Apparent luminosity becomes smaller as distance from the star to the observer
becomes larger. From Earth, the apparent luminosity of the Sun is 10 billion
times greater than the apparent luminosity of the next brightest star, Sirius,
because the Sun is so much closer to Earth.
The radius of the Sun is about average
among stars. The radii of most stars fall between 0.2 and 15 times the Sun’s
radius, although some giant stars are hundreds of times larger than the Sun.
Larger stars usually have larger absolute luminosities.
We receive much more energy from the Sun
than from other stars, because the Sun is so nearby. The Sun’s proximity also
allows scientists to study its face in detail. A modest telescope can resolve
solar structures that are 700 km (400 mi) across—about the distance from Boston,
Massachusetts, to Washington, D.C. That level of detail is comparable to seeing
the features on a coin from 1 km (0.6 mi) away. Other stars are so distant that
the details on their surfaces remain unresolved with even the largest
telescopes.
C | Composition of the Sun |
The Sun is a second-generation star,
meaning that some of its material came from former stars. Some stars in our
galaxy are nearly as old as the expanding universe, which scientists believe
originated in the big bang explosion about 14 billion years ago (see Big
Bang Theory). In contrast, the Sun is only 4.6 billion years old.

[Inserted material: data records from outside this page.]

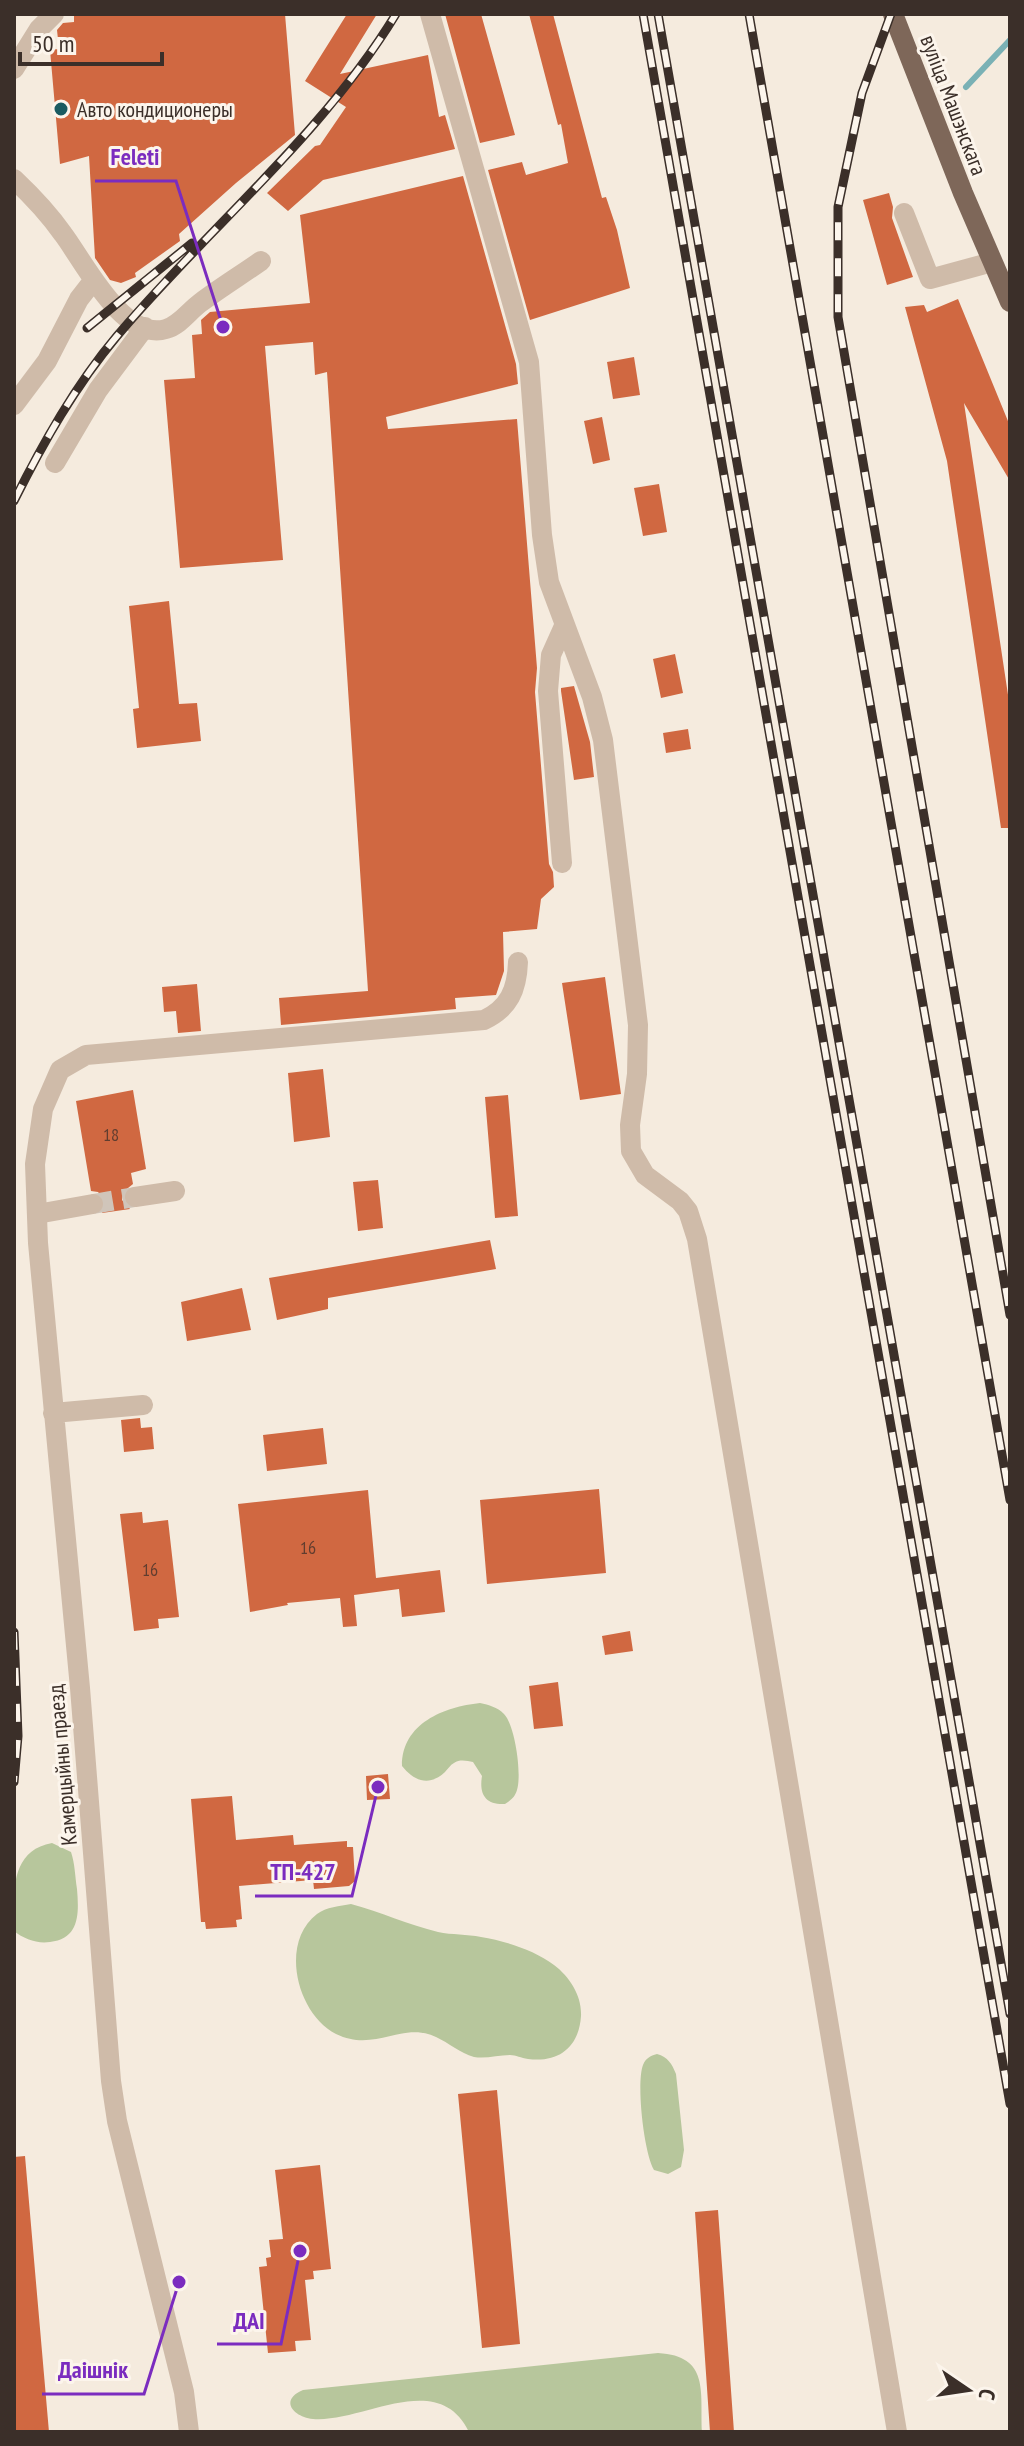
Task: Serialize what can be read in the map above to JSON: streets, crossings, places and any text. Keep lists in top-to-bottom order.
{
  "streets": {
    "main road": ["вуліца Машэнскага"],
    "street": ["Камерцыйны праезд"]
  },
  "places": [
    "Авто кондиционеры",
    "Feleti",
    "ТП-427",
    "ДАІ",
    "Даішнік"
  ],
  "house_numbers": ["18", "16", "16"],
  "scale_bar": "50 m",
  "north": "right"
}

The first stars were composed only of the
hydrogen and helium produced in the early universe. These stars are called
first-generation stars. Although hydrogen is also the main ingredient of the
Sun, it contains heavier elements, such as carbon, nitrogen, and oxygen, as
well. These elements formed inside first-generation stars that lived and died
before the Sun was born. When these massive, short-lived stars used up their
internal fuel, they exploded and ejected the heavier elements into interstellar
space. The Sun formed from this material, making it a second-generation
star.
D | The Sun’s Remote Past and Distant Future |
The Sun and planets in our solar system
formed when a rotating cloud of dust and gas in space collapsed, or condensed,
due to the gravitational attraction between the particles in the cloud. A nearby
supernova explosion may have triggered the collapse, or a random fluctuation in
the density of the cloud may have started the process. The Sun formed at the
center of the spinning cloud, while the debris that condensed into planets
formed a flattened disk revolving around the Sun. When the Sun reached its
present size about 4.6 billion years ago, it was hot enough inside to ignite the
nuclear reactions that make it glow.
The Sun cannot shine forever, because it
will eventually use up its present fuel. The nuclear fusion reactions that make
the Sun glow (for more information, see the section entitled The Sun’s
Energy in this article) depend on the element hydrogen, but the hydrogen in
the Sun’s core will eventually run out. Nuclear reactions have converted about
37 percent of the hydrogen originally in the Sun’s core into helium. Astronomers
estimate that the Sun’s core will run out of hydrogen in about 7 billion
years.
The Sun will grow steadily brighter as
time goes on and more helium accumulates in its core. Even as the supply of
hydrogen dwindles, the Sun’s core must keep producing enough pressure to keep
the Sun from collapsing in on itself. The only way it can do this is to increase
its temperature. The increase in temperature raises the rate at which nuclear
reactions occur and makes the Sun brighter. In 3 billion years, the Sun will be
hot enough to boil Earth’s oceans away. Four billion years thereafter, the Sun
will have used up all its hydrogen and will balloon into a giant star that
engulfs the planet Mercury. At this point in its life, the Sun will be a red
giant star. The Sun will then be 2,000 times brighter than it is now, and hot
enough to melt Earth’s rocks. At this time the outer solar system will get
warmer and more habitable. The icy moons of the giant planets may warm enough to
be covered by water instead of ice.
When the giant Sun uses up its fuel, it
will no longer be able to support the weight of its inner layers, and they will
begin to collapse toward the core, eventually producing a small, dense, cool
star called a white dwarf. The Sun will then have about the same radius as Earth
has, but it will be much denser and more massive than Earth. The Sun will become
a white dwarf star about 8 billion years from now. After it becomes a white
dwarf, it will cool slowly for billions of years, eventually becoming so cool
that it will no longer emit light.
IV | THE SUN’S ENERGY |
The Sun produces an amazing amount of light
and heat through nuclear reactions (Nuclear Energy). The process that produces
the Sun’s energy is called nuclear fusion. In nuclear fusion, two atoms come
together to produce a heavier atom. Fusion reactions release energy and tiny
elementary particles.
A | Scale of the Sun’s Energy |
In just one second the Sun emits more
energy than humans have used in the last 10,000 years. The Sun has been shining
relatively steadily for 4.6 billion years. Until the early 20th century, humans
did not know of any process that could explain the energy production of the Sun.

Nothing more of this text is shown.